(Exercise description) Which lines in the data contain the word "Schulbauhof"? Please copy each of them.

(Provided data)
______

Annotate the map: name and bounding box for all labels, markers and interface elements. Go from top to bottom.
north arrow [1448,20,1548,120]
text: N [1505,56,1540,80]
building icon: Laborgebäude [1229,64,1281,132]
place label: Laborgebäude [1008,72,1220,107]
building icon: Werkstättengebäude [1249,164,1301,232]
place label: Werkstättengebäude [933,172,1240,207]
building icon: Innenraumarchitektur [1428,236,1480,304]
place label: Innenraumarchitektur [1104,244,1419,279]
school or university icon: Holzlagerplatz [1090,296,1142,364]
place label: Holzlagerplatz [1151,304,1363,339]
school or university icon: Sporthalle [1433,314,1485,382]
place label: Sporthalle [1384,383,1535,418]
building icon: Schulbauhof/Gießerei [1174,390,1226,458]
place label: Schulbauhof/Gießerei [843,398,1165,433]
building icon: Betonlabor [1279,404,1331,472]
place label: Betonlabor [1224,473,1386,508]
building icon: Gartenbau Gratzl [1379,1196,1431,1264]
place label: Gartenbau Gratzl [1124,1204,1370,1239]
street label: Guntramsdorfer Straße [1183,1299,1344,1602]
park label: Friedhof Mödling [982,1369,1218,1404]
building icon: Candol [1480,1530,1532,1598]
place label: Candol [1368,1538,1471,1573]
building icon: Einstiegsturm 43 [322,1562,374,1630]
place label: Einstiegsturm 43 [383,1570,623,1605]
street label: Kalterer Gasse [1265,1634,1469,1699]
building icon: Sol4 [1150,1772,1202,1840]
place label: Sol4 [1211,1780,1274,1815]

______

(Exercise response)
building icon: Schulbauhof/Gießerei [1174,390,1226,458]
place label: Schulbauhof/Gießerei [843,398,1165,433]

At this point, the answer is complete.